The perceptron is the building block of deep neural networks which use activation functions to evaluate how well they are doing and backpropagation to fine tune their predictive power.
Rapid fire section of terms
OK now let’s do a rapid-fire term round. This is meant to be helpful to those who hear some of these terms thrown around the office or at parties. This is not meant to be comprehensive but to give an overview of the language data scientists use to ply their trade.
Accuracy: Within supervised learning this is a measure of how well the predictions made on the test dataset compare with reality. So if you have 100 pictures of cats and dogs in your test set and you correctly label 75 of them then your score is 75%.
Agglomerative clustering: Refers to a collection of clustering algorithms all building on the sample principle whereby each point in a dataset
Anscombes Quartet: This is a can be a neat discussion item at a party. Look at the graphics on the left, they are very different datasets. However, traditional measures that are used to describe datasets (mean, variance, correlation coefficients and even a regression line) are all the same! This demonstration proves that these descriptive statistics should not be the only measures used when investigating datasets. It also shows the power of visualization.
Area under the curve (AUC): The area under the receiver operating characteristics curve (ROC) which shows the false positive rate against the true positive rate. This number is commonly used to evaluate classifiers.
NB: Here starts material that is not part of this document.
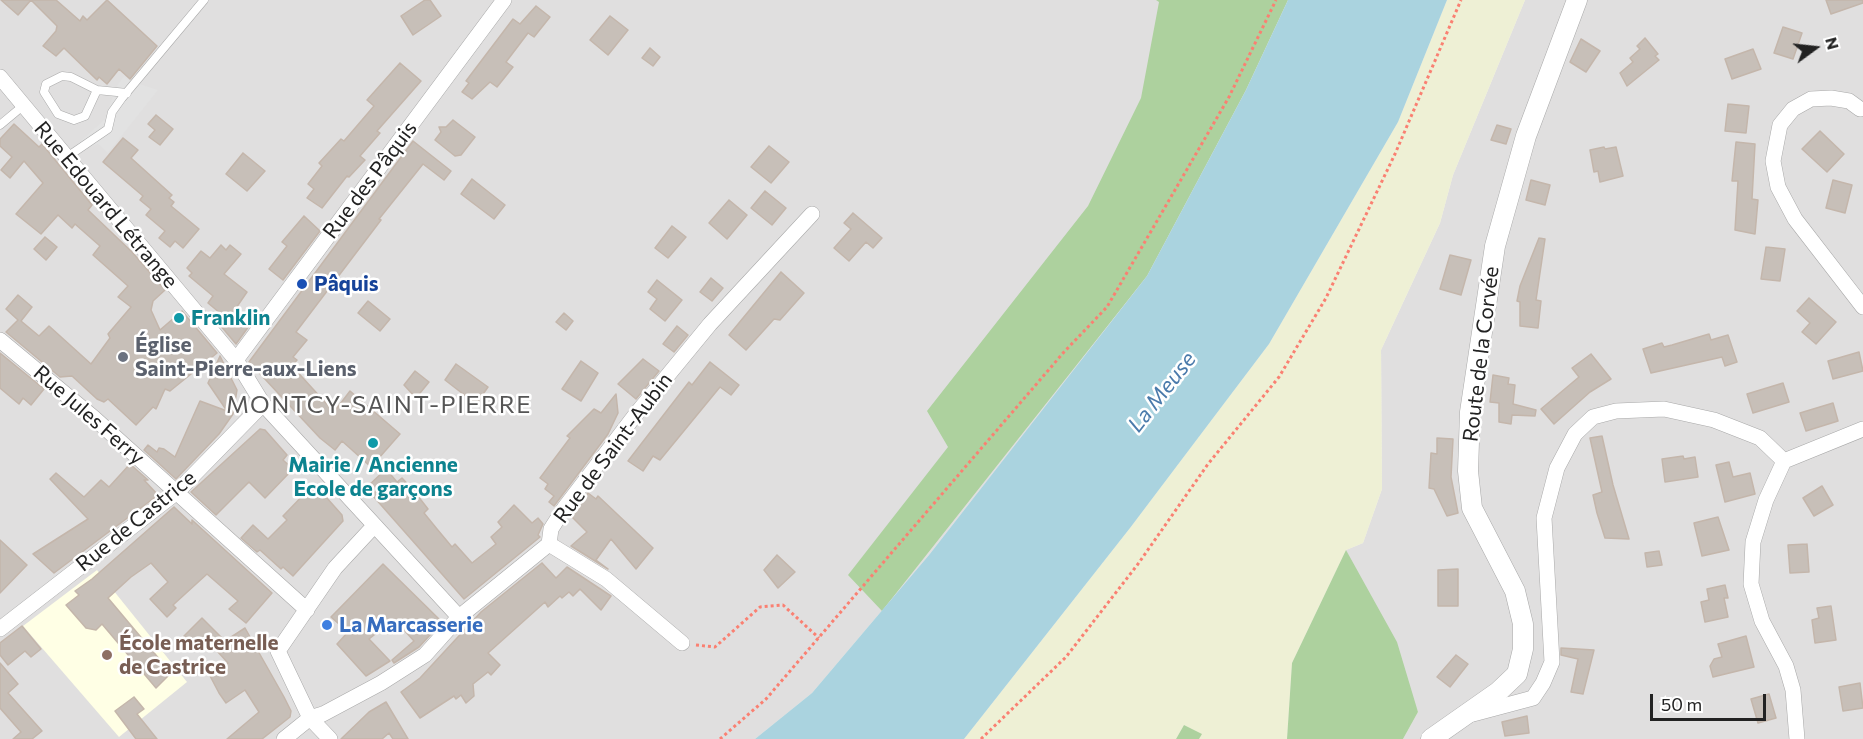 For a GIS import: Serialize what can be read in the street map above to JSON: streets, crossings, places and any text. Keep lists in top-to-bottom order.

Bag of Words: A representation of text data for use in machine learning. Characteristics of text like paragraphs and chapter headings are discarded in favor of looking at individual words themselves.
Bayes Theorem: is a critical statistical formula. This methodology works well even given very small amounts of data and it is often very intuitive. The difficulty with Bayes Thereom is that you need to identify a prior. A good description of Bayesian thinking.
Bias-Variance Tradeoff: The dilemma whereby the data scientists needs to evaluate and tradeoff between a models’ bias and variance. Models with low bias are usually more complex (resulting in high variance) whereas simpler models typically do not capture the complexity of the attribute (high bias).
Brier Score: A statistical test measuring the accuracy of probabilistic predictions.
Chain Rule: A rule of calculus. Learning the chain rule will help in your understanding of the fundamentals of machine learning.
Chi-Squared: Statistical test separating out the effects between a categorical variable with more than two groups. You will use this test to look at the differences in your experiment between different age groups, for example.
Classification: a common task of machine learning models. Think of this as identifying cats from dogs (which was very difficult for a long time!)
Curse of dimensionality: Refers to the trouble encountered when modeling with a significant number of sparse features. When modeling it’s important for the model to observe at least a few examples of each value of a dimension. Basic example: you are attempting to estimate income using a person’s height and typical color of shirt they wear. You may have very few individuals who are over six feet tall that like red shirts. This is problematic when trying to predict the income of the next individual you encounter with these characteristics.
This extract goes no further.